STORED DATA section start

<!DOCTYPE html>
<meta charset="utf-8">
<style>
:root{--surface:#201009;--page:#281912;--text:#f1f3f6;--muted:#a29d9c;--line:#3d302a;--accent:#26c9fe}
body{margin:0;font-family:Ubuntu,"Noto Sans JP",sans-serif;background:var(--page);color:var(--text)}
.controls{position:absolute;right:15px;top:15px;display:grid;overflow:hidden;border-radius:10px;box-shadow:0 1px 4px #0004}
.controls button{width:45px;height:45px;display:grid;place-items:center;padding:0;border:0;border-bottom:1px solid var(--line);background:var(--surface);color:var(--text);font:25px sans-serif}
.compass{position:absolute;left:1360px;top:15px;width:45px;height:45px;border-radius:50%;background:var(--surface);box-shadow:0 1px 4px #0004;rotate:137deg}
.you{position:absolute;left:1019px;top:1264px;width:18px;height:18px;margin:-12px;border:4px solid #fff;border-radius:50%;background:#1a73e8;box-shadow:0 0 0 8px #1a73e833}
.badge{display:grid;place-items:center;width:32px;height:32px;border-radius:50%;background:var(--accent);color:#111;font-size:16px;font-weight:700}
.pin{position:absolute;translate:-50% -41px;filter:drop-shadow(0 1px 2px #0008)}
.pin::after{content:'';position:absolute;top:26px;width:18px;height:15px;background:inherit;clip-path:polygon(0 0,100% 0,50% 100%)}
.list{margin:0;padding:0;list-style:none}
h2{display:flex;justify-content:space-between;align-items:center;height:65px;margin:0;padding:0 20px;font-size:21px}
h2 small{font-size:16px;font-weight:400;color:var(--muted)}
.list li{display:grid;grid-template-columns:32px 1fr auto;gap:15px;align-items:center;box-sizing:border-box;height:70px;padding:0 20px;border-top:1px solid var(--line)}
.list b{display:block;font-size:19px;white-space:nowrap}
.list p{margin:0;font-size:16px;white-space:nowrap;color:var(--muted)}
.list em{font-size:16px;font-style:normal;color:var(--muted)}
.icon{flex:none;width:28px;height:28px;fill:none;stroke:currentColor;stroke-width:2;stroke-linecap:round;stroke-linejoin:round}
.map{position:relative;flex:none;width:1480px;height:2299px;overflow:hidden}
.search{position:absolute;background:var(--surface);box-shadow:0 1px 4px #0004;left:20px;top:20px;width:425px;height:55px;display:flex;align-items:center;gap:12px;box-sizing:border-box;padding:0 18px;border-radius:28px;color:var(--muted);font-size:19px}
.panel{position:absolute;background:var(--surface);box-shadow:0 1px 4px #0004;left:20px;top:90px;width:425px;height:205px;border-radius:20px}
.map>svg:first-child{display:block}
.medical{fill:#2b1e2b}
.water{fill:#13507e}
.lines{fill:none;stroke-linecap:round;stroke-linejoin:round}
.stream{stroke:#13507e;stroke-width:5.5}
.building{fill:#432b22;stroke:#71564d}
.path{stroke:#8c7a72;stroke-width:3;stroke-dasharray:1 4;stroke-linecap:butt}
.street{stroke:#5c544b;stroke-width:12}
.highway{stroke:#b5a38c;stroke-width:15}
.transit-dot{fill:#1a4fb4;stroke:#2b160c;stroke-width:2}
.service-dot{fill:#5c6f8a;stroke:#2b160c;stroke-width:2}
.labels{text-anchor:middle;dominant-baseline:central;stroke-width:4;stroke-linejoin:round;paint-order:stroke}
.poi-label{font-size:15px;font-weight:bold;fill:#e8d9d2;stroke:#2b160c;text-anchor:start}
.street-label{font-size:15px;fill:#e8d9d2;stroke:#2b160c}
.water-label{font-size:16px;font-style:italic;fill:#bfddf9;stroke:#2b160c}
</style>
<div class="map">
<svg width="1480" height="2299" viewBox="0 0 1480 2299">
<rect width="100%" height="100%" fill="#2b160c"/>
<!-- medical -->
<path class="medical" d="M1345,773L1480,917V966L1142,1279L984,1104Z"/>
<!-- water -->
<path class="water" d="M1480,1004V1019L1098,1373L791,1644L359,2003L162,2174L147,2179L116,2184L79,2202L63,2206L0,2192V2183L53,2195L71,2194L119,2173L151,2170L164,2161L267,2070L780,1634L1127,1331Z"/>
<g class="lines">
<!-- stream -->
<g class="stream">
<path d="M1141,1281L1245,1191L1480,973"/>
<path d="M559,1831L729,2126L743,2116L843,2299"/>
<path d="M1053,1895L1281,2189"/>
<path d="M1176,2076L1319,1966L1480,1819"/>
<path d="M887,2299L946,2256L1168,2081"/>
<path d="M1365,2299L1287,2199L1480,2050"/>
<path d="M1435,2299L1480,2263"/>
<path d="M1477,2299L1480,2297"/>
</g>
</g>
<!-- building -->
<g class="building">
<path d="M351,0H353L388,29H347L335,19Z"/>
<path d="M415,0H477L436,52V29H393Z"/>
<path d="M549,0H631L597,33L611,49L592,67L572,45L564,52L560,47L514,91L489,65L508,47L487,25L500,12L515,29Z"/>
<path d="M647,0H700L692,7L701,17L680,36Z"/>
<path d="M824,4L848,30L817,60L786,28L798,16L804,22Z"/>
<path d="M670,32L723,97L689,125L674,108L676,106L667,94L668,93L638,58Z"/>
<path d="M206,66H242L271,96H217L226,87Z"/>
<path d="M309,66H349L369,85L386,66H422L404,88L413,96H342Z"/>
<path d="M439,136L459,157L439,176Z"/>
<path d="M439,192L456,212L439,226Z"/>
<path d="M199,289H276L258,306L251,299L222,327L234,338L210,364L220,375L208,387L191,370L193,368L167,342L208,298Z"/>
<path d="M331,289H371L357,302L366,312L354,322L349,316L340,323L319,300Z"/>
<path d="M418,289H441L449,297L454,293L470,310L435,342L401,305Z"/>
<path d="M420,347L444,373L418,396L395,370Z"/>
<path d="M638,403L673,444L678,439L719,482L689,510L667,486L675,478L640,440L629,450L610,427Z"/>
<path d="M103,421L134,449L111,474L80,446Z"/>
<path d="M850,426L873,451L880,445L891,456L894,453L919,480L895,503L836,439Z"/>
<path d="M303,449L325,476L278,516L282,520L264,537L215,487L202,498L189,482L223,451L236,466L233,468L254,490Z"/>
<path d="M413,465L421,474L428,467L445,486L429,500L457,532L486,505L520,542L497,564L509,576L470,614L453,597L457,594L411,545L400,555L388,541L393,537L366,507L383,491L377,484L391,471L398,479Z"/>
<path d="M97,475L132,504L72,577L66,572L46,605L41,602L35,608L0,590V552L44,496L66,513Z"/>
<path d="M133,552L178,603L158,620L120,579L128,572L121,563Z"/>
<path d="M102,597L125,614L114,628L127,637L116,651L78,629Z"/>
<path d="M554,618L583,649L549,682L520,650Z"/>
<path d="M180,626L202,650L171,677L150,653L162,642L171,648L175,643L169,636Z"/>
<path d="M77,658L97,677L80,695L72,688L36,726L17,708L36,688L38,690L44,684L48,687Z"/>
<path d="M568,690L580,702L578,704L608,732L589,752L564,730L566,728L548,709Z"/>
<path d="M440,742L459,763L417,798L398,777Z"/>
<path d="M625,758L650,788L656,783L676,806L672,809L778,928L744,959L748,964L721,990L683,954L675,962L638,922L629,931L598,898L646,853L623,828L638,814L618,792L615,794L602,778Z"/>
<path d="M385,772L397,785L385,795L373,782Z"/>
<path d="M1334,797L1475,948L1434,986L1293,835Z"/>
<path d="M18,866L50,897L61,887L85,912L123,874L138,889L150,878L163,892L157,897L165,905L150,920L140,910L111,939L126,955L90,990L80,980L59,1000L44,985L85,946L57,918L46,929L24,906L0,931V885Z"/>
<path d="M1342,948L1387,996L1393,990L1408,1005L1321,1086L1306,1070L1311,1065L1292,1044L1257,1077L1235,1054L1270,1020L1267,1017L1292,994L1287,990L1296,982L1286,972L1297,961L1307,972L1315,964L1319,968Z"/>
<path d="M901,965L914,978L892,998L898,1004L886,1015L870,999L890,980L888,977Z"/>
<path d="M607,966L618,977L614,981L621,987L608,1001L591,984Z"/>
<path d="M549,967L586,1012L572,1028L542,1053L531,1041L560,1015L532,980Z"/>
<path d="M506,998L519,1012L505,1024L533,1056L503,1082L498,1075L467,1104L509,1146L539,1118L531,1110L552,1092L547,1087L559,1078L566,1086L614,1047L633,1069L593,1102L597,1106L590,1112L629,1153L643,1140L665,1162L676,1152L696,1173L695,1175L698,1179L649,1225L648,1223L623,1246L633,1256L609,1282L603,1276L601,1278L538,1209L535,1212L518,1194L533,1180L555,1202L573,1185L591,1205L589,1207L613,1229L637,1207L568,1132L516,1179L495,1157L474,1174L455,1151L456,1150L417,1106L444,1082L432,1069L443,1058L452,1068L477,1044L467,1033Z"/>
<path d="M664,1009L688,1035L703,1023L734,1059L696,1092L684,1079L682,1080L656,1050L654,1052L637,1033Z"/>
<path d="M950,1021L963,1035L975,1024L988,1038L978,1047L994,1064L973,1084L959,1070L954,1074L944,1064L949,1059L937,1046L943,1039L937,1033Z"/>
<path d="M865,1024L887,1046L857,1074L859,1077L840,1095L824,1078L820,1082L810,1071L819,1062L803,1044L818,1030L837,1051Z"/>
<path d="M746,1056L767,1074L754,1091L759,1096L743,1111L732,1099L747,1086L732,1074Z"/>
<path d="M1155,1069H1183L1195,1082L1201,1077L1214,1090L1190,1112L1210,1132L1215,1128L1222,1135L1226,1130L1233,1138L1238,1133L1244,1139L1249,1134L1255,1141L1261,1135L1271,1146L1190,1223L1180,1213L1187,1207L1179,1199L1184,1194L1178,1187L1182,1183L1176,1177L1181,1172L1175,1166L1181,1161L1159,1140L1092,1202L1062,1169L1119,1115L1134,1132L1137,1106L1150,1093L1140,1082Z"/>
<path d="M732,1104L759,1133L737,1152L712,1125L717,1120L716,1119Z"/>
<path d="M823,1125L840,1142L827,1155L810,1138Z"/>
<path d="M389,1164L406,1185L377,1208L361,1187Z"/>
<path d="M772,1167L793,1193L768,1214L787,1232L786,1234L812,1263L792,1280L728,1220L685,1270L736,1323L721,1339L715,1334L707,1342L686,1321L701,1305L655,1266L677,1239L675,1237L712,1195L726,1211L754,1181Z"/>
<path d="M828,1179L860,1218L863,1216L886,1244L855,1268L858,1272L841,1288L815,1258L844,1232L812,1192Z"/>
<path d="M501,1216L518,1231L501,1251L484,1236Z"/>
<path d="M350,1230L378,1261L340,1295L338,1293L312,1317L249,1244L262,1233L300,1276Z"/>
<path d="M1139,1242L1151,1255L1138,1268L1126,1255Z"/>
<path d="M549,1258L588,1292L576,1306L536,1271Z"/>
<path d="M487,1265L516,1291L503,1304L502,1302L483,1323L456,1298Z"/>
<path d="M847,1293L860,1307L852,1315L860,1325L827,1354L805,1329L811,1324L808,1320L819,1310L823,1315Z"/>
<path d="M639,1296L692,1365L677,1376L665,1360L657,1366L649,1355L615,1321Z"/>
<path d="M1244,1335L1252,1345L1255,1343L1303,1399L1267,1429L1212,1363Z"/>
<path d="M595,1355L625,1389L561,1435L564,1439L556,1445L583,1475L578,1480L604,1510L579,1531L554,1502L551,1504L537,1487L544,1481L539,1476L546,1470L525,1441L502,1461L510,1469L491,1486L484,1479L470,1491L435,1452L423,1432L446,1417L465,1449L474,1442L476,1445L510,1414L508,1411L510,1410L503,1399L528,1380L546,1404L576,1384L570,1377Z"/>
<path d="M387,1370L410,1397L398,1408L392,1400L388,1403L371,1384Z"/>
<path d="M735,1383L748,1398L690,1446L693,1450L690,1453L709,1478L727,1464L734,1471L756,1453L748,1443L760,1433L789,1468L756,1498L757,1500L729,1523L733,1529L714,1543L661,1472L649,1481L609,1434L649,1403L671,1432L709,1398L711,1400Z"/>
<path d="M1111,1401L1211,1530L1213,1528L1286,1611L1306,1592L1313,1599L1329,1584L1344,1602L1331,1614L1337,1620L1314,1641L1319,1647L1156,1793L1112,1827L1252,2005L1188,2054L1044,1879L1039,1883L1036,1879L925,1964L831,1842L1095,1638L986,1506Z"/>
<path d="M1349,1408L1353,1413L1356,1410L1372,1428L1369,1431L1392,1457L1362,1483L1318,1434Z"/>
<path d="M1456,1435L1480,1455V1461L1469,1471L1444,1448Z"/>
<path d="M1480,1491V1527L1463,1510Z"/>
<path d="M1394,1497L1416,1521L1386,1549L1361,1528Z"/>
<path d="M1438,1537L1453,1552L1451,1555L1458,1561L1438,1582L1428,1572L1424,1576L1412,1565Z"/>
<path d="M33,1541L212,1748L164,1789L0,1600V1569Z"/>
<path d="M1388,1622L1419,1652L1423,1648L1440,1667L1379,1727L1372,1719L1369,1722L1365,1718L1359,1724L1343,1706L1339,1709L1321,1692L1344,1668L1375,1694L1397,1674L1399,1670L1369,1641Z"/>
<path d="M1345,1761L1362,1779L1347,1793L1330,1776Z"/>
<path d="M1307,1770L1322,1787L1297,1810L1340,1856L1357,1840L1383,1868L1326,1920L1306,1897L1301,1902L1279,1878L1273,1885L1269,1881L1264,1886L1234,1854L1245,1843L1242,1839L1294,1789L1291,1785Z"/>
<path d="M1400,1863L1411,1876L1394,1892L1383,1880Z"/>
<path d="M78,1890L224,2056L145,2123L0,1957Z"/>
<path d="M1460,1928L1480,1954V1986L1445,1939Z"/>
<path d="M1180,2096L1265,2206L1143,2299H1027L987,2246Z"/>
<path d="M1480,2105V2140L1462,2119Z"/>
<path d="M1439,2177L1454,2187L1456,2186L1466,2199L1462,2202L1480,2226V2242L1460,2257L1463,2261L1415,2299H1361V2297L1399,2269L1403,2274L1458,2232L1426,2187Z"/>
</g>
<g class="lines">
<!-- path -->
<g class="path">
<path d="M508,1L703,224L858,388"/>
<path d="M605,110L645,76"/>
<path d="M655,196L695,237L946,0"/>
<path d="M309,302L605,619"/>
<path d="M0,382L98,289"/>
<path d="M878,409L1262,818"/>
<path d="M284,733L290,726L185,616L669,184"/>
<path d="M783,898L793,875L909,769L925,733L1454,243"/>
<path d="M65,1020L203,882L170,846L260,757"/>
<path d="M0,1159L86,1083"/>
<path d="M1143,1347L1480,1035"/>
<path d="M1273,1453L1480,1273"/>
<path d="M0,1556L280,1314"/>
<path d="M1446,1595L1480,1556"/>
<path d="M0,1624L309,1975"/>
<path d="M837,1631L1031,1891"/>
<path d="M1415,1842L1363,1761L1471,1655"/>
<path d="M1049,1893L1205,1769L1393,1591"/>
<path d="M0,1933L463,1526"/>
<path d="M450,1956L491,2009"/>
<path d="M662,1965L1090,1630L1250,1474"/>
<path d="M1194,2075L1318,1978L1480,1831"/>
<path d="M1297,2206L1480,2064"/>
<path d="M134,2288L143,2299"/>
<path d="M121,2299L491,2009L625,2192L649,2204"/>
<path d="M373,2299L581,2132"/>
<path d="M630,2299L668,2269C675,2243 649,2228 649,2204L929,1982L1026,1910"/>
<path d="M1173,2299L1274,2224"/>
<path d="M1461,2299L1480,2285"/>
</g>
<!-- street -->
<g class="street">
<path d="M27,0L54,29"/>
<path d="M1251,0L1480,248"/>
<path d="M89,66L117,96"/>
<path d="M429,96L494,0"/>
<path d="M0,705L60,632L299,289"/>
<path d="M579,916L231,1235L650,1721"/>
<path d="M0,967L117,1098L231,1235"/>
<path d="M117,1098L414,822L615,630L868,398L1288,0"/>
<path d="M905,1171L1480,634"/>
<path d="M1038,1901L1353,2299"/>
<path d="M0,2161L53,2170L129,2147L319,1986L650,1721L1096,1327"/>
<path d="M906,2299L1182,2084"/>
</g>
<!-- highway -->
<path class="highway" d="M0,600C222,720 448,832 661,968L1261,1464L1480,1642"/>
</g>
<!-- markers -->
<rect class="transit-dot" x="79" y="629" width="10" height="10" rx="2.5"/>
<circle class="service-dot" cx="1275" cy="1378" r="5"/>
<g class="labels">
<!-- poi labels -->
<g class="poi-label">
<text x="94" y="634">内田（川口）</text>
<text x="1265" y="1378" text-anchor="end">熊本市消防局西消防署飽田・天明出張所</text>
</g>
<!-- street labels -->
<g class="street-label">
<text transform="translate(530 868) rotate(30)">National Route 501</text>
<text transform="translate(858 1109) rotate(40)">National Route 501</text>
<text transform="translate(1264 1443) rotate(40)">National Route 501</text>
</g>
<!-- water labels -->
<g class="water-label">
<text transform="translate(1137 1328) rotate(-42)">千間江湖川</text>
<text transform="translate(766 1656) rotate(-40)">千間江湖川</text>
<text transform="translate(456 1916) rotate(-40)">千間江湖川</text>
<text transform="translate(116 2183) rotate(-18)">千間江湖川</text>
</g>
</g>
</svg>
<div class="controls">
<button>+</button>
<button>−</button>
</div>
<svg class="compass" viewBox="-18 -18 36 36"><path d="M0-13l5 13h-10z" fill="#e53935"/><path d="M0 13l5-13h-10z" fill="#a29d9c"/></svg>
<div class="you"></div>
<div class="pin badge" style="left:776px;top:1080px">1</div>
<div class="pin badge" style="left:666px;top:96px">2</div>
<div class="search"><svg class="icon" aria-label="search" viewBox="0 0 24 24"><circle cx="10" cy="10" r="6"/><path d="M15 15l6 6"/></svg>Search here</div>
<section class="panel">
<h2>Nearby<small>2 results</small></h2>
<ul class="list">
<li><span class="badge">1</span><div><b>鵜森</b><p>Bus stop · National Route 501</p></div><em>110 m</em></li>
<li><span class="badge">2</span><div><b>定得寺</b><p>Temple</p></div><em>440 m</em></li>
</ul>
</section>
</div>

STORED DATA section end

ACTIVITY: A bare number is the whole answer: how many lines in the listing hold the string "solid".

TASK RESULT: 3